Archive for August, 2006

The error of my ways

August 29, 2006 | Filed under: La Madre

“A vacation is what you take when you can no longer take what you’ve been taking.” ~Earl Wilson

Things started to go down hill around 3 PM when my allergies suddenly went into full drive. Spare me the ‘What the fucks?’ because I don’t even know. Who the hell gets allergies in the fall? FALL. Fall is for happiness and apples, not an allergy to dying leaves and humidity. And then I got all obsessive, natch. And then I went home.

Upon my arrival home I attempted to open the door quickly and in a huff and lo, the door, it was not only locked but dead bolted. While I appreciate the gesture for someone to come through and fix the walls, light fixtures and bulbs in my apartment, I have no dead bolt key. Which as you can see, would be a most excellent thing to have at that moment because no one wants a pissed off, obsessive woman locked out of her apartment.

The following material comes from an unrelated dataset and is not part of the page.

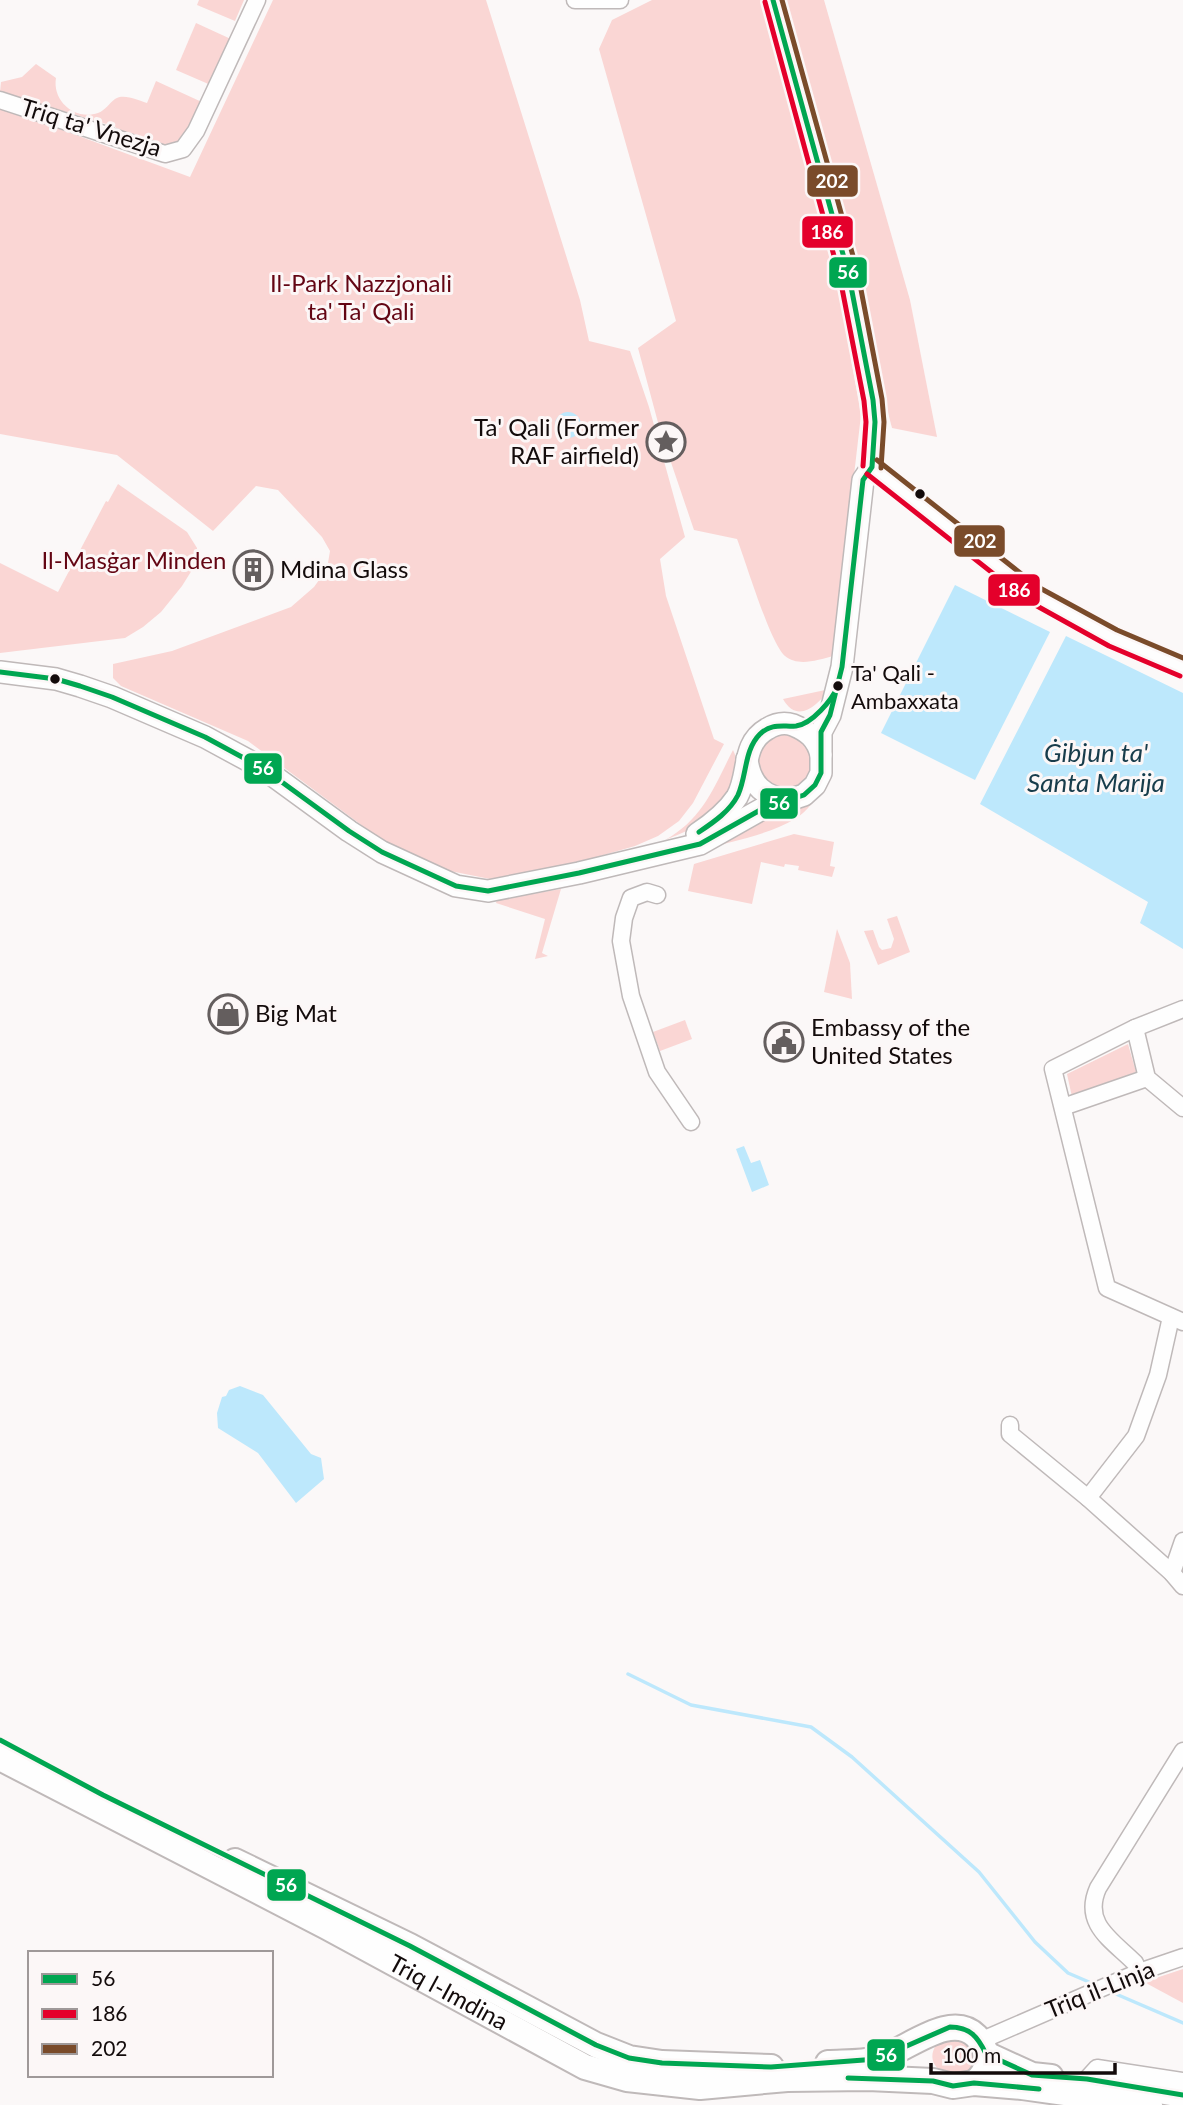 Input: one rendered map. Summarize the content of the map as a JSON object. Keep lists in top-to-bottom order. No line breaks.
{"streets":{"highway":["Triq l-Imdina"],"street":["Triq ta' Vnezja","Triq il-Linja"]},"crossings":[["Triq il-Linja","Triq l-Imdina"]],"water":["Ġibjun ta' Santa Marija"],"parks":["Il-Park Nazzjonali ta' Ta' Qali","Il-Masġar Minden"],"places":{"place":["Ta' Qali (Former RAF airfield)"],"building":["Mdina Glass"],"other":["Ta' Qali - Ambaxxata"],"shop":["Big Mat"],"public building":["Embassy of the United States"]},"lines":["transit line 56","transit line 202","transit line 186"],"legend":["56","186","202"],"scale_bar":"100 m"} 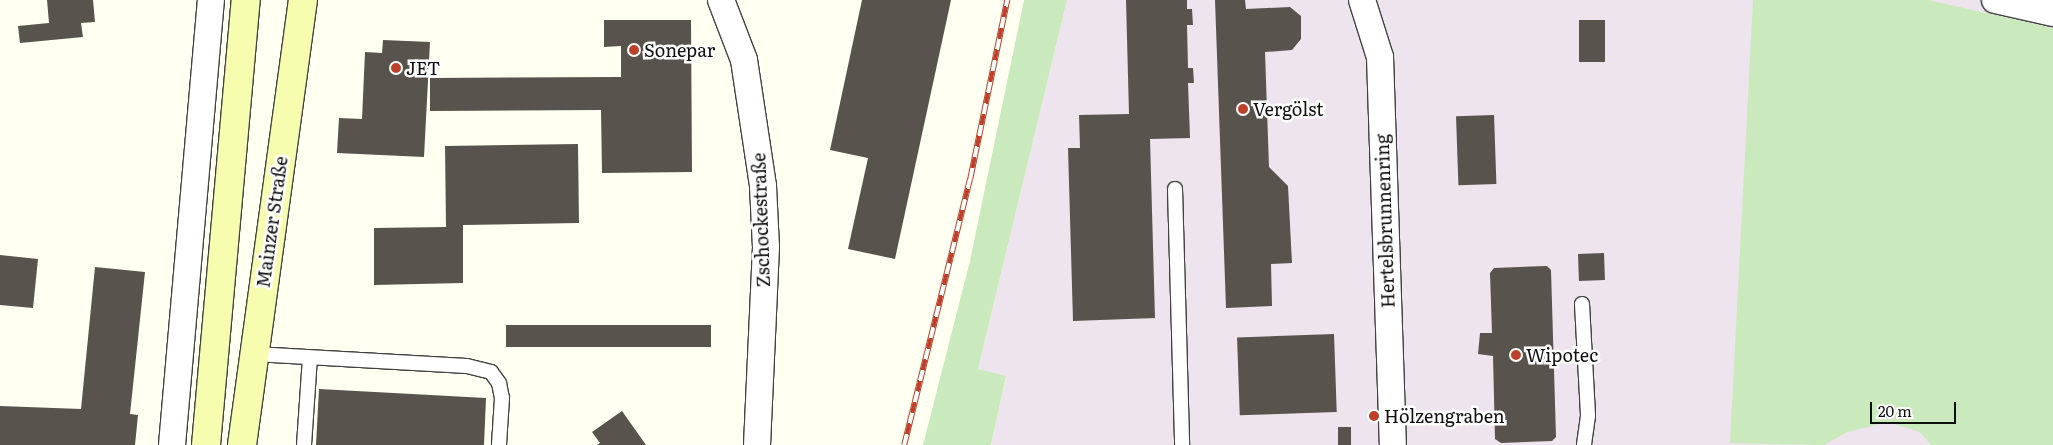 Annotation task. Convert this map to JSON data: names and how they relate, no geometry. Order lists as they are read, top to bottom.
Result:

But like I said, I appreciate the very nice gesture of protecting my favorite IKEA mirror and Smashbox eye shadow from burglars. Of course in my haste and generally sour demeanor I called Peg and may have used a few choice words – because it’s all her fault, everything is, even when it isn’t, it is – and then hung up on her.

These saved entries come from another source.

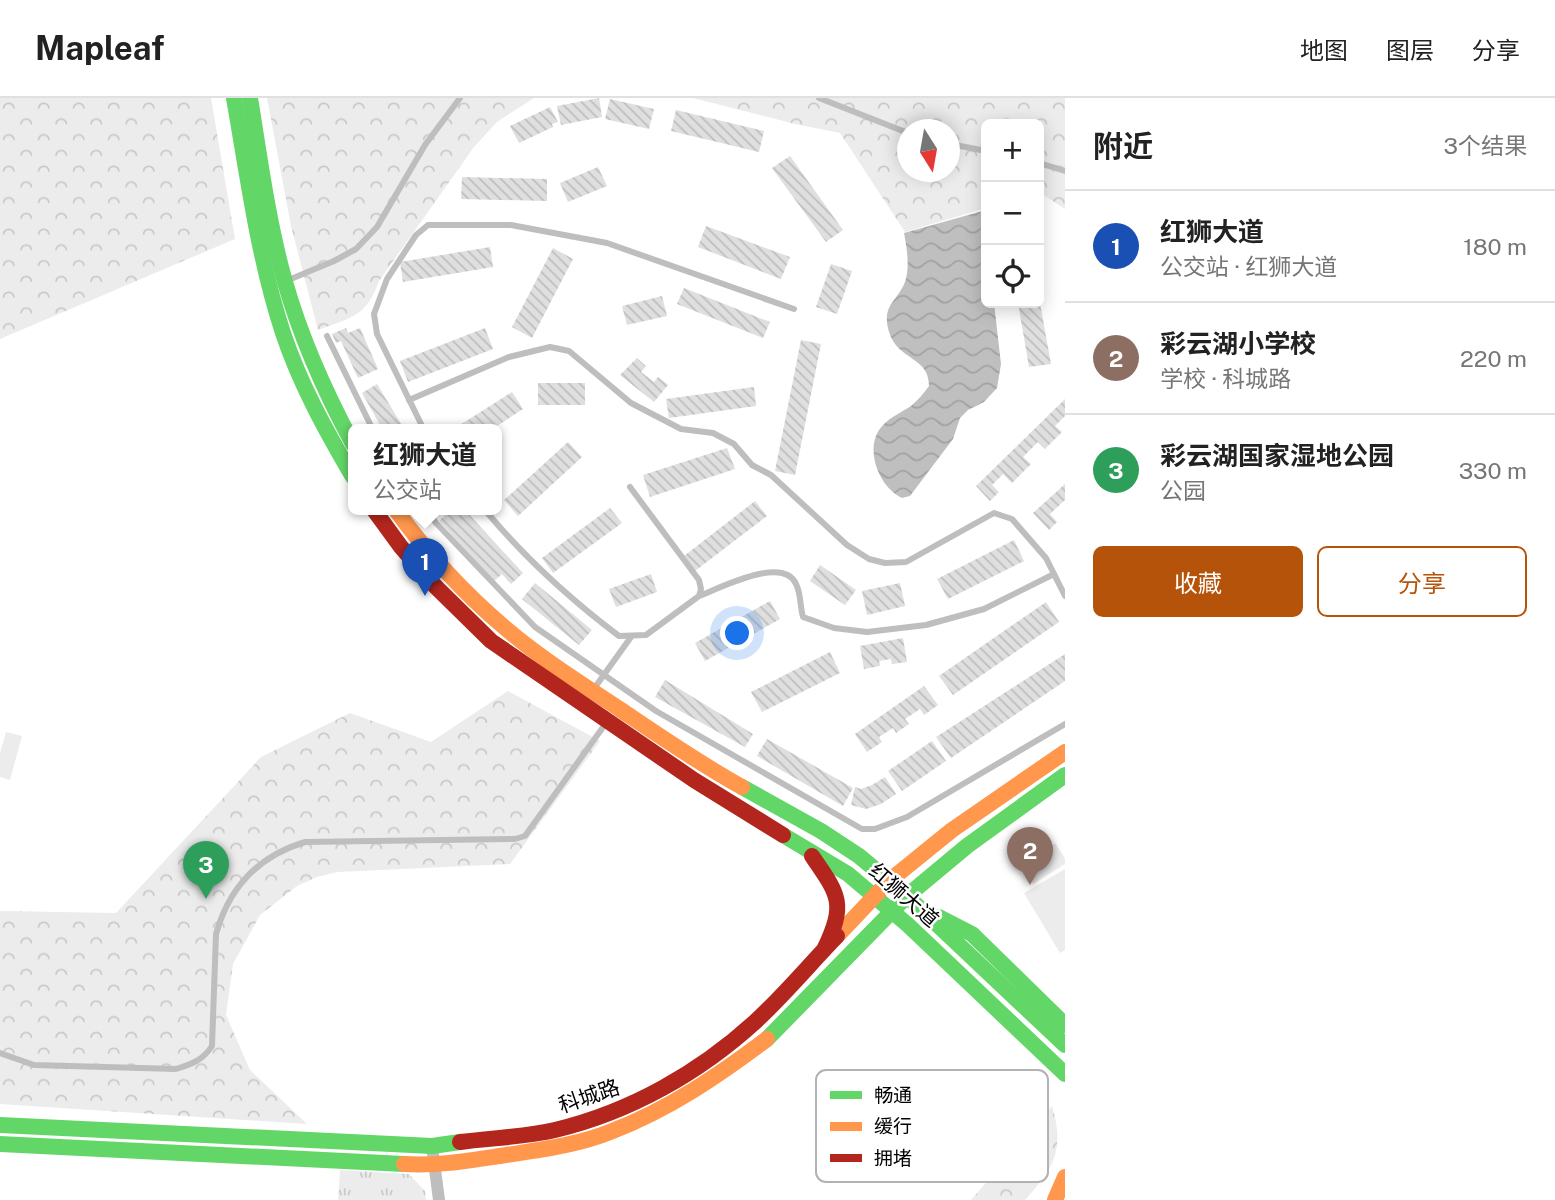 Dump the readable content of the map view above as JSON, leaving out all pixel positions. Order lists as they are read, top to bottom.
{
  "streets": {
    "main road": ["红狮大道", "科城路"]
  },
  "crossings": [
    ["红狮大道", "科城路"]
  ],
  "legend": ["畅通", "缓行", "拥堵"],
  "north": "bottom",
  "page": {
    "header": "Mapleaf",
    "nav": ["地图", "图层", "分享"],
    "heading": ["附近", "3个结果"],
    "map_buttons": ["+", "−"],
    "list": [
      {
        "mark": "1",
        "name": "红狮大道",
        "note": "公交站 · 红狮大道",
        "value": "180 m"
      },
      {
        "mark": "2",
        "name": "彩云湖小学校",
        "note": "学校 · 科城路",
        "value": "220 m"
      },
      {
        "mark": "3",
        "name": "彩云湖国家湿地公园",
        "note": "公园",
        "value": "330 m"
      }
    ],
    "popup": ["红狮大道", "公交站"],
    "buttons": ["收藏", "分享"],
    "pins": ["1", "2", "3"]
  }
}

We are on a roll here people.

Here would be an excellent time for us to play a fun little guessing game: Remember the time that I wrote a few not so nice things about my leasing office? Did I mention that that first paragraph, with much of the not very niceness, was in the WaPo Express*? Did you know that the people who work in my leasing office read the WaPo Express? Did I ever let y’all know that while in San Ho, the head of my leasing office told me that from that point on I could only conduct business with them from outside of their “shabby offices”?

Yeah. Oh yeah.

Did you know that most people on the planet are considerably nicer than I? And that when I called the head of my leasing office – who is very nice and has pretty hair – about being locked out, she was nice enough to drive back to her office at 7:30 PM (DC traffic is also a bitch, and driving four blocks can take upwards of 20 minutes)? Then she was pleasant to me. PLEASANT! While I stood in her office gnawing on my nails and silently praying that she wouldn’t call me an evil whore with poor sentence structure. Then she gave me my keys and I cried. I fucking cried my entire way home because she was nice and I wasn’t and I deserved to be locked out and possibly punched in the head.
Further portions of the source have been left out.